Francisco volvió a recibir en Perú el calor de la unanimidad. Muestras de gratitud que le permitieron por unas horas olvidarse de los claroscuros de su viaje más difícil en cinco años de papado: Chile.

El comienzo de su sexta gira pastoral por América Latina halló en la constante derivación de los escándalos por pederastia que involucran a 78 integrantes de la Iglesia católica chilena (al menos siete de ellos maristas) una dificultad infranqueable.

Sabía que iba a ser una parada compleja, al punto que se convirtieron en secundarias sus defensas del medioambiente y las denuncias sobre las nuevas formas de explotación, la precarización del trabajo y el problema de los inmigrantes en una sociedad que mayoritariamente los rechaza. Ante la presidenta Michelle Bachelet expresó su «vergüenza» por «el daño irreparable causado a niños». Según informó el Vaticano, Francisco «escuchó, rezó y lloró» junto con un «pequeño grupo» de víctimas. La comunidad esperaba también acciones.

Los ecos de su cerrada defensa del obispo de la sureña ciudad de Osorno, Juan Barros, dejaron un sabor amargo en los laicos chilenos. «El día que me traigan una prueba, voy a hablar. No hay una sola prueba en contra, todo es calumnia», dijo Jorge Mario Bergoglio en su único instante de enojo.
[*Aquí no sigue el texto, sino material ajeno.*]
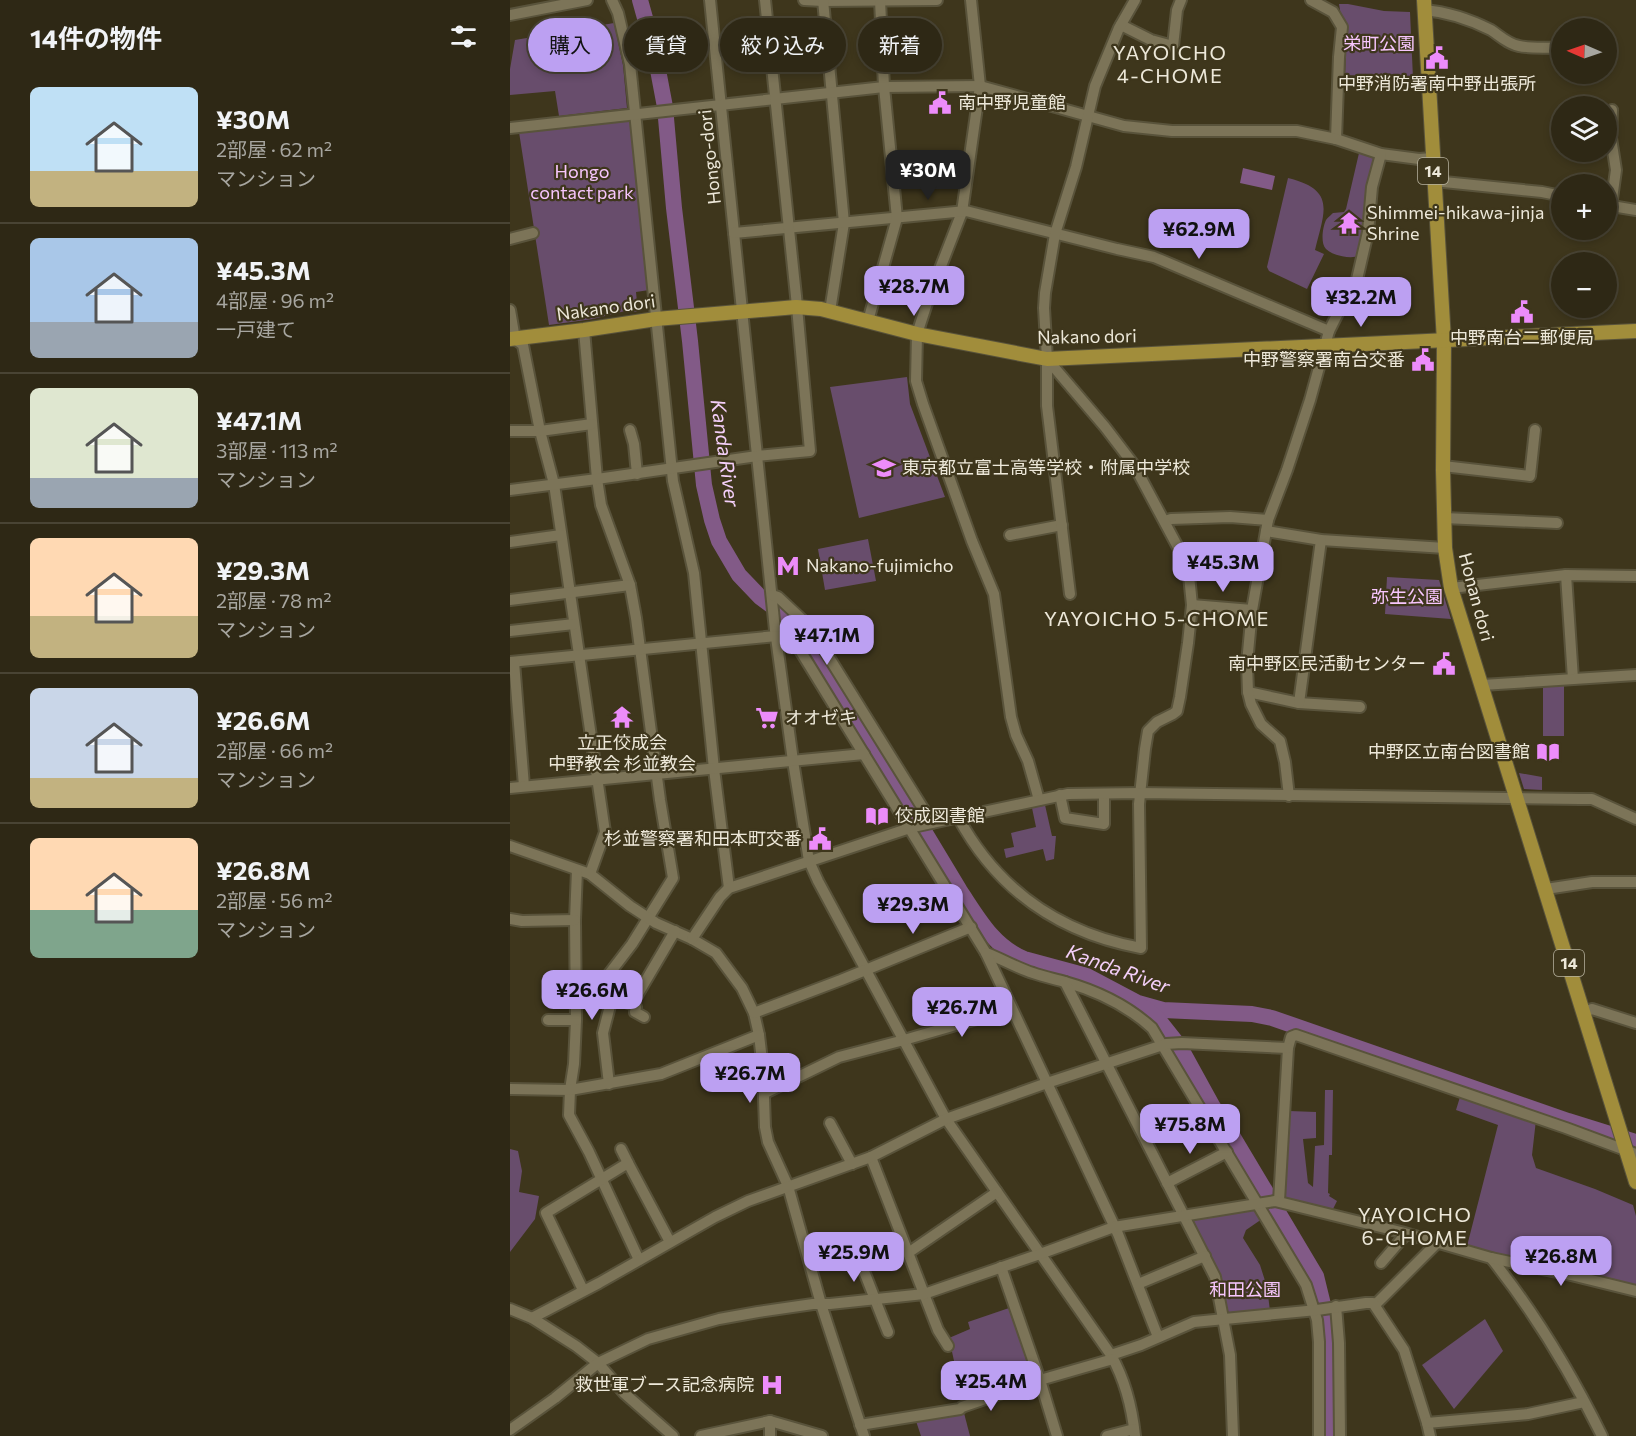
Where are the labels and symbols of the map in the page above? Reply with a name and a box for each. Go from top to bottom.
north arrow [1551,18,1617,84]
park label: 栄町公園 [1343,32,1415,54]
district label: YAYOICHO 4-CHOME [1113,40,1227,87]
public building icon: 中野消防署南中野出張所 [1424,45,1450,71]
place label: 中野消防署南中野出張所 [1338,72,1536,94]
public building icon: 南中野児童館 [927,90,953,116]
place label: 南中野児童館 [958,91,1066,113]
street label: Hongo-dori [693,108,725,206]
pin: ¥30M [892,150,964,201]
road number: 14 [1418,158,1448,184]
park label: Hongo contact park [530,160,634,203]
place label: Shimmei-hikawa-jinja Shrine [1367,201,1544,244]
pin: ¥62.9M [1150,209,1248,260]
temple icon: Shimmei-hikawa-jinja Shrine [1336,210,1362,236]
pin: ¥28.7M [865,266,963,317]
pin: ¥32.2M [1312,277,1410,328]
street label: Nakano dori [555,289,657,325]
public building icon: 中野南台二郵便局 [1509,299,1535,325]
street label: Nakano dori [1037,324,1137,348]
place label: 中野南台二郵便局 [1450,326,1594,348]
public building icon: 中野警察署南台交番 [1410,347,1436,373]
place label: 中野警察署南台交番 [1243,348,1405,370]
water label: Kanda River [707,398,746,509]
school or university icon: 東京都立富士高等学校・附属中学校 [871,455,897,481]
place label: 東京都立富士高等学校・附属中学校 [902,456,1190,478]
pin: ¥45.3M [1174,542,1272,593]
street label: Honan dori [1455,550,1499,643]
metro station icon: Nakano-fujimicho [775,553,801,579]
place label: Nakano-fujimicho [806,554,954,576]
park label: 弥生公園 [1371,585,1443,607]
district label: YAYOICHO 5-CHOME [1044,606,1270,630]
pin: ¥47.1M [778,615,876,666]
public building icon: 南中野区民活動センター [1431,651,1457,677]
place label: 南中野区民活動センター [1228,652,1426,674]
temple icon: 立正佼成会 中野教会 杉並教会 [609,704,635,730]
supermarket icon: オオゼキ [754,705,780,731]
place label: オオゼキ [785,706,857,728]
place label: 立正佼成会 中野教会 杉並教会 [548,731,696,774]
library icon: 中野区立南台図書館 [1535,739,1561,765]
place label: 中野区立南台図書館 [1368,740,1530,762]
library icon: 佼成図書館 [864,803,890,829]
place label: 佼成図書館 [895,804,985,826]
public building icon: 杉並警察署和田本町交番 [807,826,833,852]
place label: 杉並警察署和田本町交番 [604,827,802,849]
pin: ¥29.3M [864,884,962,935]
water label: Kanda River [1063,938,1174,998]
road number: 14 [1554,950,1584,976]
pin: ¥26.6M [543,970,641,1021]
pin: ¥26.7M [913,987,1011,1038]
pin: ¥26.7M [701,1053,799,1104]
pin: ¥75.8M [1141,1104,1239,1155]
district label: YAYOICHO 6-CHOME [1358,1202,1472,1249]
pin: ¥25.9M [805,1232,903,1283]
pin: ¥26.8M [1512,1236,1610,1287]
park label: 和田公園 [1209,1278,1281,1300]
pin: ¥25.4M [942,1361,1040,1412]
hospital icon: 救世軍ブース記念病院 [759,1372,785,1398]
place label: 救世軍ブース記念病院 [575,1373,754,1395]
Barros es señalado como encubridor de Fernando Karadima, el cura de los ricos capitalinos que tuvo que ser apartado de sus funciones debido a las denuncias en su contra. El caso Karadima corrió el velo de lo que no se quería ver. Un simple párroco había acumulado un poder tal que le permitía operar con impunidad. Y Barros siempre estuvo a su lado. El respaldo que recibió del Pontífice no solo vino de las palabras sino de los actos: estuvo en un lugar de privilegio en las tres misas masivas de Francisco.